INPUT FOR THIS TASK.
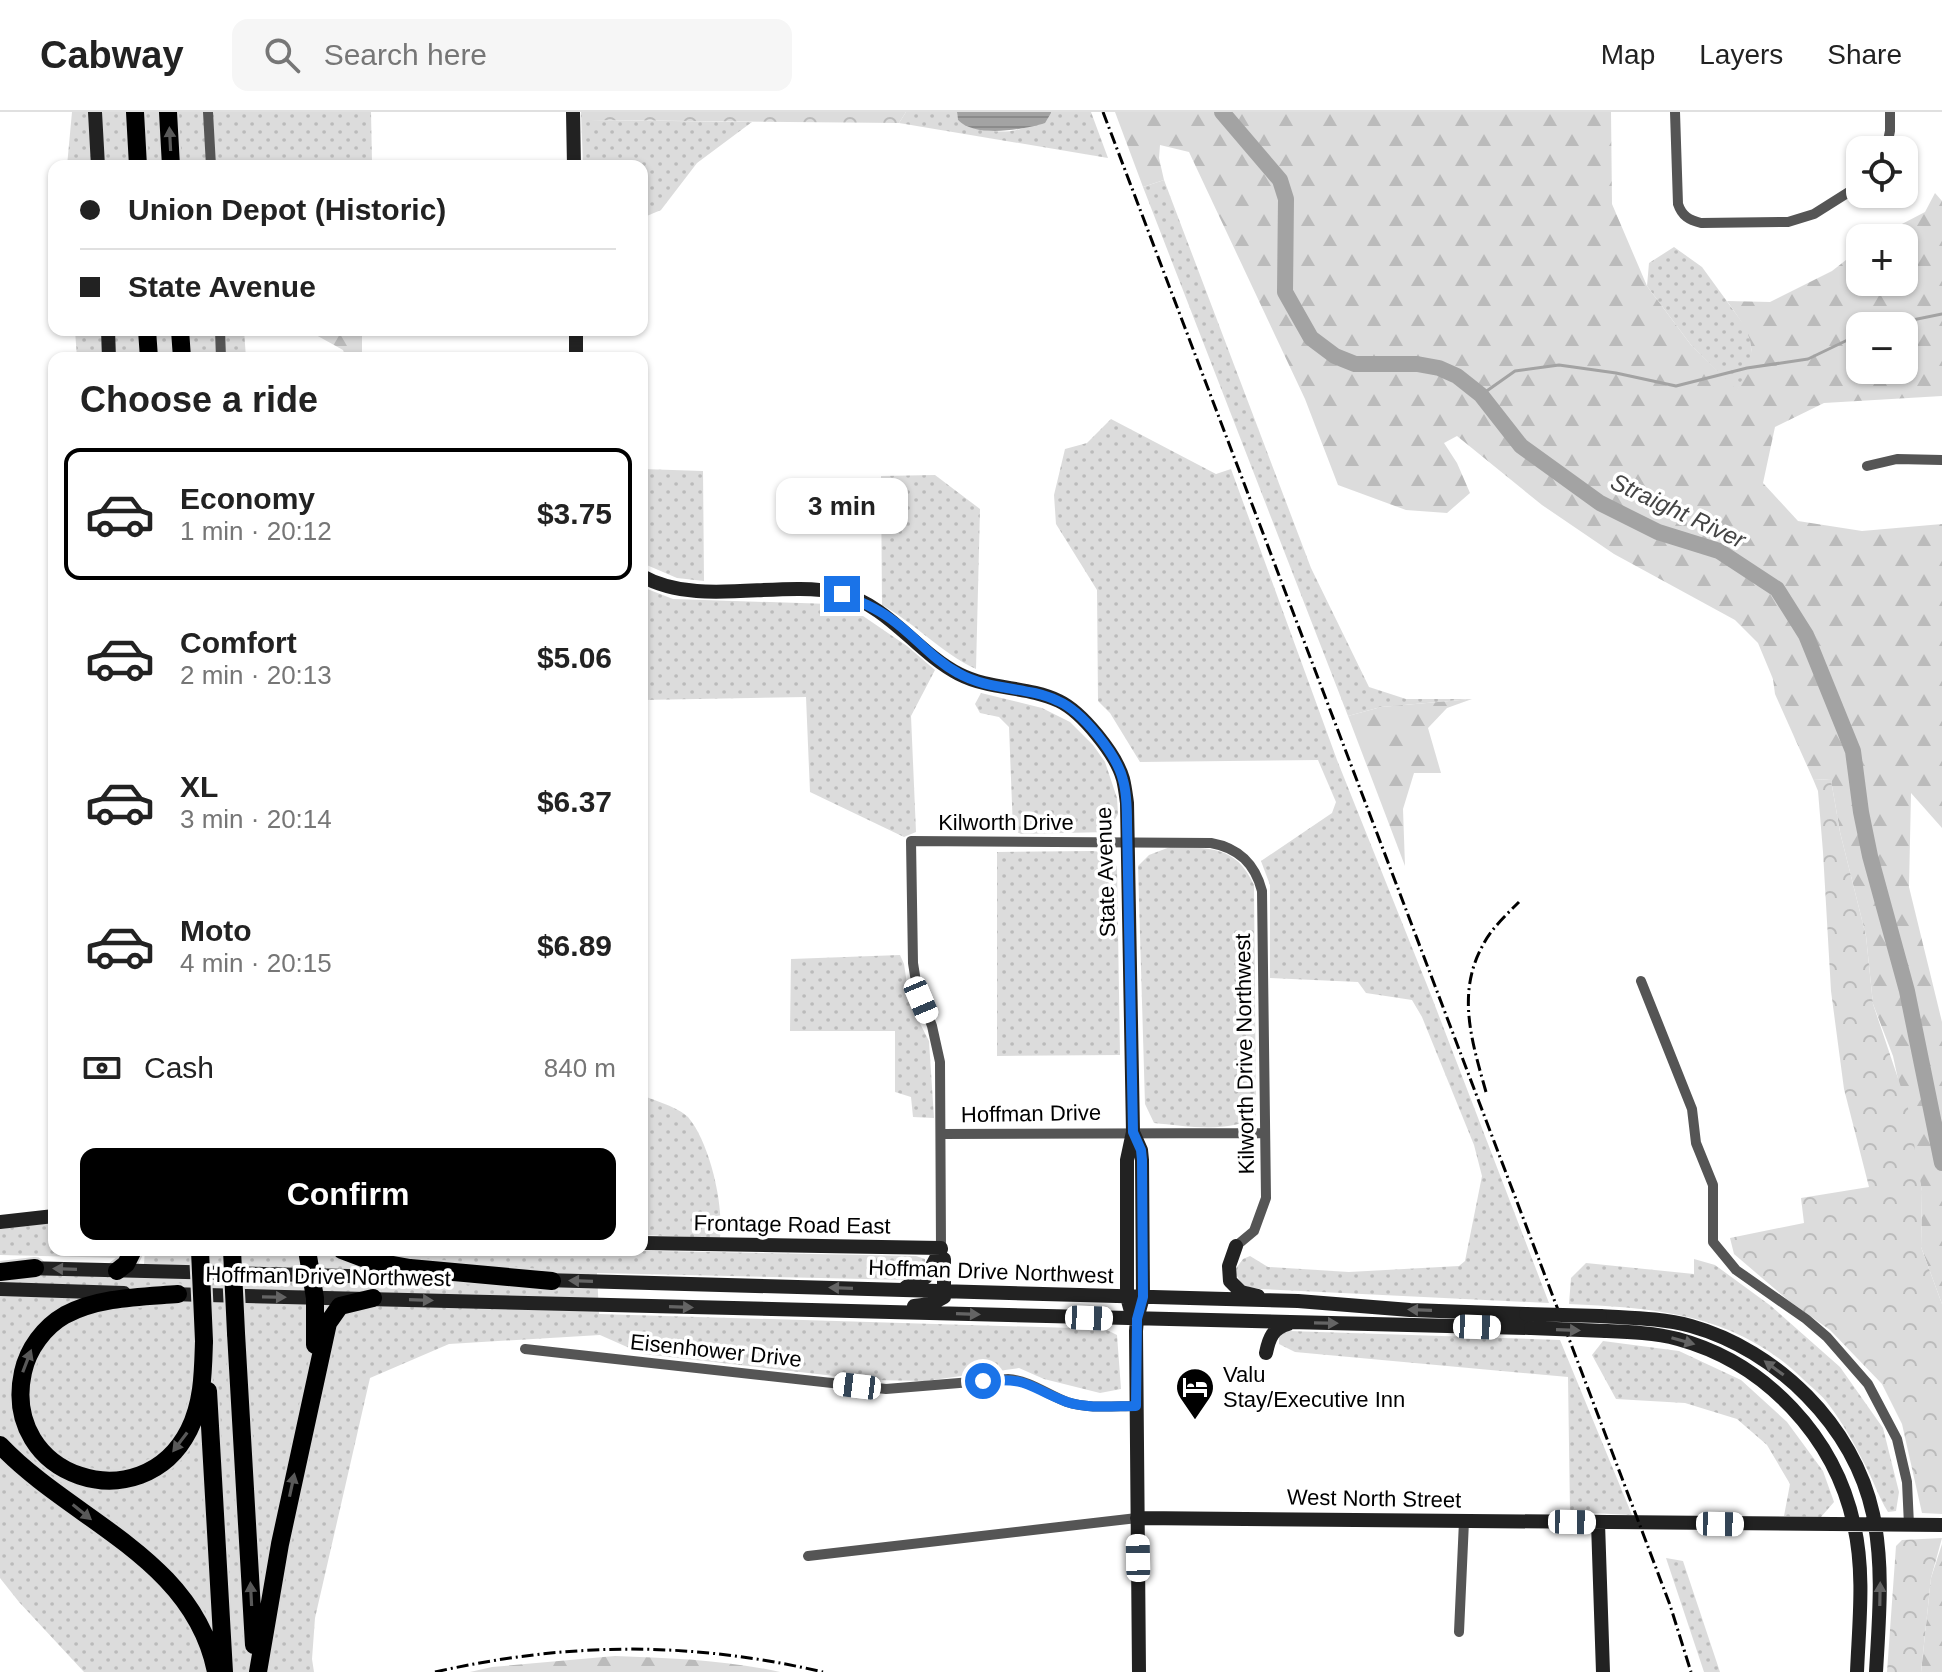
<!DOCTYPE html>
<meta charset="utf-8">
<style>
:root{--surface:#fff;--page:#f6f6f6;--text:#222;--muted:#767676;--line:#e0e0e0;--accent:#000}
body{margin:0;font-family:Helvetica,sans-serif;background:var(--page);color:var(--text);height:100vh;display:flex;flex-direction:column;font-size:30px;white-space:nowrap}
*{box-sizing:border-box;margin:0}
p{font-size:26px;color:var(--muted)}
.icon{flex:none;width:44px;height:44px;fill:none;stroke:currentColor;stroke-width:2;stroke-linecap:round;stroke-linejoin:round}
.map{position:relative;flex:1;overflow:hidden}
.drawer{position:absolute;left:48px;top:240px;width:600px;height:904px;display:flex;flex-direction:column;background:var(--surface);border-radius:16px;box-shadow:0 2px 6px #0004}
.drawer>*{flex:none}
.top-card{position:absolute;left:48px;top:48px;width:600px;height:176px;border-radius:16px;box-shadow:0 2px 6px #0004;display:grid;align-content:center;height:176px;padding:0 32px;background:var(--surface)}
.tools{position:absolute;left:1846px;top:24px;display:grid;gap:16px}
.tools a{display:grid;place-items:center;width:72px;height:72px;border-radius:16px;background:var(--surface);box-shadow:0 2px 6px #0004;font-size:40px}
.end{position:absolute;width:36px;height:36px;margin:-18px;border:10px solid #1a73e8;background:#fff;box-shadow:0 0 0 4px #fff}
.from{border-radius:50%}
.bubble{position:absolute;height:56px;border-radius:16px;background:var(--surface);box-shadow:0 2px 6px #0004;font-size:26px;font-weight:700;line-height:56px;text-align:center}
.car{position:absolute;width:24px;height:48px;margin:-24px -12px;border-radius:10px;box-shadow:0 0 6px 2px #0007;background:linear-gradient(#fff 24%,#345 0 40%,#fff 0 76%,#345 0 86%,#fff 0)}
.top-card b{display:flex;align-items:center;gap:28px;height:76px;font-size:30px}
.top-card b+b{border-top:2px solid var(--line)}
.top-card i{width:20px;height:20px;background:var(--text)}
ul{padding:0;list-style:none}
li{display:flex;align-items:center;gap:24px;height:132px;margin:0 16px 12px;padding:0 16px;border:4px solid transparent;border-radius:16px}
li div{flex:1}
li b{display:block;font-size:30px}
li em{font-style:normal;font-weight:700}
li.current{border-color:var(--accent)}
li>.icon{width:72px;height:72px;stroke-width:1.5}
h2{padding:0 32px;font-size:36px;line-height:96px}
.pay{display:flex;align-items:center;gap:20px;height:88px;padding:0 32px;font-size:30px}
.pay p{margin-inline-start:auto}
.button{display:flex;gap:16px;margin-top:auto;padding:16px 32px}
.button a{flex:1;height:92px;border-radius:16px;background:var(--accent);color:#fff;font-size:32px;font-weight:700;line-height:92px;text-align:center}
header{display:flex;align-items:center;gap:48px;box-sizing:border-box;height:112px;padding:0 40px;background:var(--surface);border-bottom:2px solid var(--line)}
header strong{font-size:38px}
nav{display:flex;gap:44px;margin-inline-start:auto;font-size:28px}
.search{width:560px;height:72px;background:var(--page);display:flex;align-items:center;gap:20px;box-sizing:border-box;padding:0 28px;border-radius:16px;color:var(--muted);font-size:30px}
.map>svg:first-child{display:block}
.grass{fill:url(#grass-dots)}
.forest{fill:url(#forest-firs);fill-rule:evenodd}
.park{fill:url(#park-crowns)}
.water{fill:url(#water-rules)}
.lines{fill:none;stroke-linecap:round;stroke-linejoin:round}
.stream{stroke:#a3a3a3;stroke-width:3}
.river{stroke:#a3a3a3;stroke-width:16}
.highway-casing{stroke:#dbdbdb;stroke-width:22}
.street{stroke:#555;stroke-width:10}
.secondary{stroke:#222;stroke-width:14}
.highway{stroke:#000;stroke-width:18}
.rail{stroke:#000;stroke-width:3;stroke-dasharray:12 4 2 4;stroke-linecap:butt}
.highway-bridge-casing{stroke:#dbdbdb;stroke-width:22;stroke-linecap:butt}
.secondary-bridge{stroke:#222;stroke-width:14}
.highway-bridge{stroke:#000;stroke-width:18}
.oneway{fill:#595959}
.oneway2{fill:#646464}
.route{stroke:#1a73e8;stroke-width:10}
.labels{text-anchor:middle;stroke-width:7;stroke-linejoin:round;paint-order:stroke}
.street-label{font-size:22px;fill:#000;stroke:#fff}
.poi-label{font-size:22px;fill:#000;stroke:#fff;text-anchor:start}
.water-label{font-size:24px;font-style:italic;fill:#444;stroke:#fff}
</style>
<header>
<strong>Cabway</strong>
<div class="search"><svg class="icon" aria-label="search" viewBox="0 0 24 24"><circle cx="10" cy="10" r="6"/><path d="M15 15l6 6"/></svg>Search here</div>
<nav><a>Map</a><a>Layers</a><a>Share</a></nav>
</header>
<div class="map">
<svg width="1942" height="1560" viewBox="0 0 1942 1560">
<defs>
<pattern id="grass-dots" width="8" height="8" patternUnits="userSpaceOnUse" patternTransform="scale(2)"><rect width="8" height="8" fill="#dcdcdc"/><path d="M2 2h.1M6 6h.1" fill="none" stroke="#bbb" stroke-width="1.8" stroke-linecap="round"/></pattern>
<pattern id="forest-firs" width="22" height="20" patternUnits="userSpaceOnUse" patternTransform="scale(2)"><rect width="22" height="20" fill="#dcdcdc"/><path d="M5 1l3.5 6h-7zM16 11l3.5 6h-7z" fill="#bbb"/></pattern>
<pattern id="park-crowns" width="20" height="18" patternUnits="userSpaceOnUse" patternTransform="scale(2)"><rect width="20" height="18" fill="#dcdcdc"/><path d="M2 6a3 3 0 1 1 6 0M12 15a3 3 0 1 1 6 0" fill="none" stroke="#bbb"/></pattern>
<pattern id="water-rules" width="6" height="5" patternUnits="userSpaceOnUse" patternTransform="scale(2)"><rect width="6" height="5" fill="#a3a3a3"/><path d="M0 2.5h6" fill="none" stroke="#8b8b8b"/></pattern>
</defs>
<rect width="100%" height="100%" fill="#fff"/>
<path class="grass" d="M72,0h299l1,50 -130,4h-175z
M581,0h10v8l161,2 -55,41 -36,47 -19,8v-52h-59z
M906,0h51l1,8c29,17 69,16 93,-8h40l17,46 -209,-35z
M1164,68l147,388 58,119 37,12h66l-91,8 -33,9 -205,-529z
M1674,135l28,20 48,66 2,30 -15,28 -46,-46 -44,-59 2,-23z
M75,218h169l2,28h-169z
M1111,307l105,55 15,-5 106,291 92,230 120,313 -289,-14 -17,-3 -9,-15 9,-12 7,-3 18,11 81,5 110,-6 6,-5 17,-85 -8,-31 -52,-128 -10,-17 -46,-7 -8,-11 -88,-4v-93l-9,-24 71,-48 4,-11 -18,-42 -178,2 -30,-49 -12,-12 -1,-111 -41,-66 -2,-29 11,-46 22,-6z
M642,357l61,2 1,110 -27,-3 -35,-15z
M935,363l45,34 -4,160c-36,-17 -60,-45 -94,-64l-1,-129z
M642,475l31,12 158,5 32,12 44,30 28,24 -24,46 5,116 -12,5 -94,-45 -4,-95 -164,3z
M981,581l61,15 28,14 23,23 12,17 12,36 1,16 -10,18 -87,2 -8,-4 -4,-103 -10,-10 -19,-4 -5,-9z
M1170,735c39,1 66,-2 84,38l2,231c-26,18 -70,10 -102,7l-9,-19 -7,-238 11,-11z
M1093,739l15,2 9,14 3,188 -123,1v-204z
M900,843l4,9 6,40 19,37 5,77 -21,-1 -2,-20 -16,-5v-61h-105l1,-72z
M642,983c13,6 36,12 46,22 22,26 36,88 32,121l-78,-3z
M54,1110v28h84l-15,8 -123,-3v-26z
M145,1138h460l311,6 9,3v11l-13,10 -315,-7 2,41 506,15 12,6 4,54 -21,4 -56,-14 -25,-11 -94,13 -55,-1 -227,-26 -43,-19 -151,9 -79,34 -55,240 -3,41 2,13h-230l-65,-70 -19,-24v-316l144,2z
M1694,1147l21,6 56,41 69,61 43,61 16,64 -3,19 -8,1c-10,-16 -15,-33 -24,-49 -10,-20 -22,-41 -35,-58 -7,-10 -18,-18 -26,-26 -67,-65 -145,-71 -234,-75l2,-26 15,-15 108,11z
M1289,1219l271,9 72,175 -62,-3 -2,-135 -273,-25 -16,-8v-9z
M1603,1229l76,10 62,29 46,42 36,49 11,31 -13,15 -37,-1 6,-32 -23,-39 -30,-26 -52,-16 -69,-4 -24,-44z
M1666,1446l17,3 37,111h-16z"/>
<path class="forest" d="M1115,0h496l1,92 35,82 44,59 46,45c23,-43 17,-51 -10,-89l43,1 62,-31 28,-22v33h44v-44h-29l50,-26 10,-19 7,8v195l-118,7 -49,24 -12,56 35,38 64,10 80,-7v304l-31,-35 -2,94 33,135v282l-21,-57 1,-56 -29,-135 -20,-52 -7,-68 -26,-104 -9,-52 -18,-1 -38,-85 -2,-15 -15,-36 -23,-23 -121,-66 -72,-49 -85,-69 -13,7 13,20 13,30 -23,20 -41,-3 -68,-25 -33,-86 -116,-247 -29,-7 -1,13 5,22 -21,7zM1860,214h44v44h-44z
M307,218h55v28h-16l-3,-8z
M1472,587l-25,9 -19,20 13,45h-27l-11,36 2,57 -57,-150 33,-9z
M1942,1432v128h-21l10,-94z
M615,1544c55,2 111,4 165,16h-310l22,-5z"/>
<path class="park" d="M591,0h315l-7,11 -308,-3z
M1813,667l18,1 9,52 26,104 7,68 35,104 14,83 -1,56 21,57v210l-20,-1 -20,-89 -20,-40 -52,-54 -41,-29 -55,-47 -4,-16 74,-15 -3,-25 68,-11 -25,-98 -13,-98 -8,-139 -5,-61z
M1942,1426l-11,40 -10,94h-34l9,-126 6,-6z"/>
<path class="water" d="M957,0h94v1l-6,10c-22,7 -70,15 -87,-3z"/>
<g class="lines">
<path class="stream" d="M1883,214l59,-12
M1481,283l34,-24 44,-6 57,8 60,13 71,-18 61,-9 52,-25"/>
<path class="river" d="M1222,0l58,68 6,19 -1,93 26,46 24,18 20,8h62l22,4 18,8 24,19 40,51 79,57 58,29 61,19 58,38 29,46 47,116 8,61 9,44 37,135 35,172"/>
<defs>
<path id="highway" d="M135,0l3,54
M168,0l3,54
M147,218l2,28
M180,218l2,28
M307,1138l8,48v47
M342,1138l29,11 39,7 142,13
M117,1159l9,-7 7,-14
M0,1160l35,-4
M178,1182c-38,3 -79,3 -113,21 -21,12 -37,34 -42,57 -23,106 119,151 166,58 14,-28 14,-58 15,-89
M236,1221l18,312
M208,1279l16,281
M0,1333c72,76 194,113 216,227
M258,1560l22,-128 48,-221 12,-17 33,-8"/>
</defs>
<use href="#highway" class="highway-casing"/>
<path class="street" d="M208,0l3,54
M1675,0l3,92c4,12 11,16 23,19l87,-1 26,-8 46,-29
M1886,38l4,-19v-19
M220,218l1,28
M1867,354l30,-7 45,1
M1641,869l51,128 4,34 17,42v57l23,28 70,49 21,18 41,47 29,55 10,43 2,43
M941,1022l324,-1
M941,1136l-1,-186 -8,-36 -16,-44 -3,-19 -2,-122 300,2c28,5 44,21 51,48l4,307 -12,33 -18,15
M525,1237l361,40 122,-10c23,2 38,15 59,23 21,7 47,4 69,4
M808,1444l329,-38
M1459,1520l5,-111"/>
<path class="secondary" d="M95,0l3,54
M573,0l1,54
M108,218l1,28
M576,218v28
M642,464c56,32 137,3 198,17 50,13 75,58 119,81 31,16 69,12 100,27 23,11 57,53 64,78 2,8 3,17 4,24l6,329 -6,28v137l3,11 7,11
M1133,1020l8,18 1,10 1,137 -6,22 -1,12 3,341
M0,1110l54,-6
M642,1131l299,5
M1236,1134l-7,20 1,15 11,11 17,4
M24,1156l407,10
M544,1168l754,21 112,9 116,4
M906,1175l20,-10 15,-28
M0,1177l124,4
M168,1182l1363,34
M914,1194l17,-2 13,-7v-38
M1600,1204c31,2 61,2 91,10 86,24 163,100 182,188 11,53 6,105 3,158
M1606,1219c24,1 49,2 72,8 88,24 157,98 176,186 11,48 5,99 3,147
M1266,1241c3,-15 7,-25 22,-29
M1137,1406l805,7
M1598,1411l5,149"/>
<use href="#highway" class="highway"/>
<path class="rail" d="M1103,0l536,1411 31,82 21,67
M1486,980c-14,-50 -30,-99 -3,-147 8,-16 23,-30 36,-43
M435,1560c133,-30 255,-31 388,0"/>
<defs>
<path id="highway-bridge" d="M200,1138l4,91
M232,1138l4,83"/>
</defs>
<use href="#highway-bridge" class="highway-bridge-casing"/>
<path class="secondary-bridge" d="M1526,1202l74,2
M1531,1216l75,3"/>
<use href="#highway-bridge" class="highway-bridge"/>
</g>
<defs><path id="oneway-solid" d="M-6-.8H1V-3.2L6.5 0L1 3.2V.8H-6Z" transform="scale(2)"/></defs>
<g class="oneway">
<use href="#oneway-solid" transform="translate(170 27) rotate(-93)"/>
<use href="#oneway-solid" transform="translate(27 1249) rotate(-69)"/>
<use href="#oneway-solid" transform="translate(180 1330) rotate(127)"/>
<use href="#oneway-solid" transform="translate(292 1373) rotate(-78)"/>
<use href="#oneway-solid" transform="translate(82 1400) rotate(39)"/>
<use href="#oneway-solid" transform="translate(251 1482) rotate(-93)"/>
</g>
<g class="oneway2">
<use href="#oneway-solid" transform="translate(65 1157) rotate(-178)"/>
<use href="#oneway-solid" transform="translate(581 1169) rotate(-178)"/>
<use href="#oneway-solid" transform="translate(841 1176) rotate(-178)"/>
<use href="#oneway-solid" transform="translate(274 1185) rotate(1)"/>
<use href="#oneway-solid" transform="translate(421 1188) rotate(2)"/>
<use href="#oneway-solid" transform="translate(681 1195) rotate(2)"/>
<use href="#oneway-solid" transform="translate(1420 1198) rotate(-178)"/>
<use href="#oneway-solid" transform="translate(968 1202) rotate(2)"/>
<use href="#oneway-solid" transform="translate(1326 1211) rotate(1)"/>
<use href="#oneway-solid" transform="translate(1568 1218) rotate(2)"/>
<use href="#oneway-solid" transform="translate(1683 1229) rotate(16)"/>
<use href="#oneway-solid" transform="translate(1774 1256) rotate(-144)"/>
<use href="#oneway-solid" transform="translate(1880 1482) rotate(-89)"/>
</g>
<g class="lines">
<path class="route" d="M842,482c17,7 34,14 49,25 24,17 41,40 67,54 31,18 69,13 100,28 24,10 59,54 65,79 4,14 4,29 4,43l6,309 8,18 1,10 1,137 -6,22 -1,87c-22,0 -48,3 -69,-4 -40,-15 -36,-25 -84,-21"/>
</g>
<defs>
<symbol id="hotel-pin" viewBox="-11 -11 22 30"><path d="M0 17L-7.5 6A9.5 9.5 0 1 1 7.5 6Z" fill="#000" stroke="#fff"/><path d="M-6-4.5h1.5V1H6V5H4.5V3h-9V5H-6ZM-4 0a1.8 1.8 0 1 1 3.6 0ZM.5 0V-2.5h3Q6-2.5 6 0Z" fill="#fff"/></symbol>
</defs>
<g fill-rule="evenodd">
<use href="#hotel-pin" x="1173" y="1253" width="44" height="60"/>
</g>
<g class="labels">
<g class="street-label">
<text x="1006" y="718">Kilworth Drive</text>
<text transform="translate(1105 760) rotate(-92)" y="8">State Avenue</text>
<text transform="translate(1244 942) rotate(-91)" y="8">Kilworth Drive Northwest</text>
<text transform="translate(1031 1001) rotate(-1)" y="8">Hoffman Drive</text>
<text transform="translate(792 1112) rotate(1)" y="8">Frontage Road East</text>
<text transform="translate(991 1159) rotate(2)" y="8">Hoffman Drive Northwest</text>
<text transform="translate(328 1164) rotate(1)" y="8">Hoffman Drive Northwest</text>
<text transform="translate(716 1238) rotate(6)" y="8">Eisenhower Drive</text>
<text transform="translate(1374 1386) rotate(1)" y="8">West North Street</text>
</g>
<g class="poi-label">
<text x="1223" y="1270">Valu<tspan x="1223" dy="25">Stay/Executive Inn</tspan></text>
</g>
<g class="water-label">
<text transform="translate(1678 399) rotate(25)" y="8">Straight River</text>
</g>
</g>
</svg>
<div class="tools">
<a><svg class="icon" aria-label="locate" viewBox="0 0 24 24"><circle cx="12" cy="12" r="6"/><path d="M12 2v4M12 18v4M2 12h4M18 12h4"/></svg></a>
<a>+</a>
<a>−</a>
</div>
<i class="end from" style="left:983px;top:1269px"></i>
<i class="end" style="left:842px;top:482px"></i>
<div class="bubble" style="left:776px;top:366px;width:132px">3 min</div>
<i class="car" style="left:921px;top:888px;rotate:157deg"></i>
<i class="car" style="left:1089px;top:1206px;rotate:92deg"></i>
<i class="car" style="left:1477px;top:1215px;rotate:92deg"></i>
<i class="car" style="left:857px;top:1274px;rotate:277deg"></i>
<i class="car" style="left:1572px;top:1410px;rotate:91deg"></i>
<i class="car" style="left:1720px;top:1412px;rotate:91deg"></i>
<i class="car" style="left:1138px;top:1446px;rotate:359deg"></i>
<div class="top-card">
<b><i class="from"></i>Union Depot (Historic)</b>
<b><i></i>State Avenue</b>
</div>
<section class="drawer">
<h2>Choose a ride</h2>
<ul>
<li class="current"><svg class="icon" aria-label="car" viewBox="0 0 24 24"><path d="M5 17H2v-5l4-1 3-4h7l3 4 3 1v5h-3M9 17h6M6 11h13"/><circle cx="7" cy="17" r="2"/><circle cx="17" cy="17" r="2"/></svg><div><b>Economy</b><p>1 min · 20:12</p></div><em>$3.75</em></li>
<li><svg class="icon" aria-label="car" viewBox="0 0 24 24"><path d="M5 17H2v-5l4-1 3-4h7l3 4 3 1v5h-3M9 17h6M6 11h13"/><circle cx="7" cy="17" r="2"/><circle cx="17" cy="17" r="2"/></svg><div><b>Comfort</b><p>2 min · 20:13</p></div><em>$5.06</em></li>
<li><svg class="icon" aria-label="car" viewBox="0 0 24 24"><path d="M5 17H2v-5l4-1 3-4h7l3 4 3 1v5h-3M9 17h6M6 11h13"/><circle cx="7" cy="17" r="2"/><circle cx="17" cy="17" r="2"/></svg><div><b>XL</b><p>3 min · 20:14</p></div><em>$6.37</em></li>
<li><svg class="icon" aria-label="car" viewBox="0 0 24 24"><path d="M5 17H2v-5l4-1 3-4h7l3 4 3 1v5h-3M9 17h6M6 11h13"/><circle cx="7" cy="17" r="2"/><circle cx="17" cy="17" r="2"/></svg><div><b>Moto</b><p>4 min · 20:15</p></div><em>$6.89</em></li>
</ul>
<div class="pay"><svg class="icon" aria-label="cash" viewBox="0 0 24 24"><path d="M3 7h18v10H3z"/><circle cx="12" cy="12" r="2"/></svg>Cash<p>840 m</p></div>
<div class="button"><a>Confirm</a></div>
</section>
</div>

TASK TO COMPLETE. Restate exactly, and only, the line containing "<h2>Choose a ride</h2>" together with all lines after it to the end of the material.

OUTPUT FOR THIS TASK.
<h2>Choose a ride</h2>
<ul>
<li class="current"><svg class="icon" aria-label="car" viewBox="0 0 24 24"><path d="M5 17H2v-5l4-1 3-4h7l3 4 3 1v5h-3M9 17h6M6 11h13"/><circle cx="7" cy="17" r="2"/><circle cx="17" cy="17" r="2"/></svg><div><b>Economy</b><p>1 min · 20:12</p></div><em>$3.75</em></li>
<li><svg class="icon" aria-label="car" viewBox="0 0 24 24"><path d="M5 17H2v-5l4-1 3-4h7l3 4 3 1v5h-3M9 17h6M6 11h13"/><circle cx="7" cy="17" r="2"/><circle cx="17" cy="17" r="2"/></svg><div><b>Comfort</b><p>2 min · 20:13</p></div><em>$5.06</em></li>
<li><svg class="icon" aria-label="car" viewBox="0 0 24 24"><path d="M5 17H2v-5l4-1 3-4h7l3 4 3 1v5h-3M9 17h6M6 11h13"/><circle cx="7" cy="17" r="2"/><circle cx="17" cy="17" r="2"/></svg><div><b>XL</b><p>3 min · 20:14</p></div><em>$6.37</em></li>
<li><svg class="icon" aria-label="car" viewBox="0 0 24 24"><path d="M5 17H2v-5l4-1 3-4h7l3 4 3 1v5h-3M9 17h6M6 11h13"/><circle cx="7" cy="17" r="2"/><circle cx="17" cy="17" r="2"/></svg><div><b>Moto</b><p>4 min · 20:15</p></div><em>$6.89</em></li>
</ul>
<div class="pay"><svg class="icon" aria-label="cash" viewBox="0 0 24 24"><path d="M3 7h18v10H3z"/><circle cx="12" cy="12" r="2"/></svg>Cash<p>840 m</p></div>
<div class="button"><a>Confirm</a></div>
</section>
</div>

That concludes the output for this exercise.